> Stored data
━━━━━━━━━━━━━━━━━━━━

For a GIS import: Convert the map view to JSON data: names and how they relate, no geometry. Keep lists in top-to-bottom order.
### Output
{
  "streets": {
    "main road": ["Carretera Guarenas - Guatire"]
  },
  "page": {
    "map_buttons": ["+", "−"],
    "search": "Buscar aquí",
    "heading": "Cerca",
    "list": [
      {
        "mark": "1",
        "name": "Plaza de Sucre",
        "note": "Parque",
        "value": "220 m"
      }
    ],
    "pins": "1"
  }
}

━━━━━━━━━━━━━━━━━━━━

> Try it
Word for word, repeat every line of the data.

> Response to the task
For a GIS import: Convert the map view to JSON data: names and how they relate, no geometry. Keep lists in top-to-bottom order.
### Output
{
  "streets": {
    "main road": ["Carretera Guarenas - Guatire"]
  },
  "page": {
    "map_buttons": ["+", "−"],
    "search": "Buscar aquí",
    "heading": "Cerca",
    "list": [
      {
        "mark": "1",
        "name": "Plaza de Sucre",
        "note": "Parque",
        "value": "220 m"
      }
    ],
    "pins": "1"
  }
}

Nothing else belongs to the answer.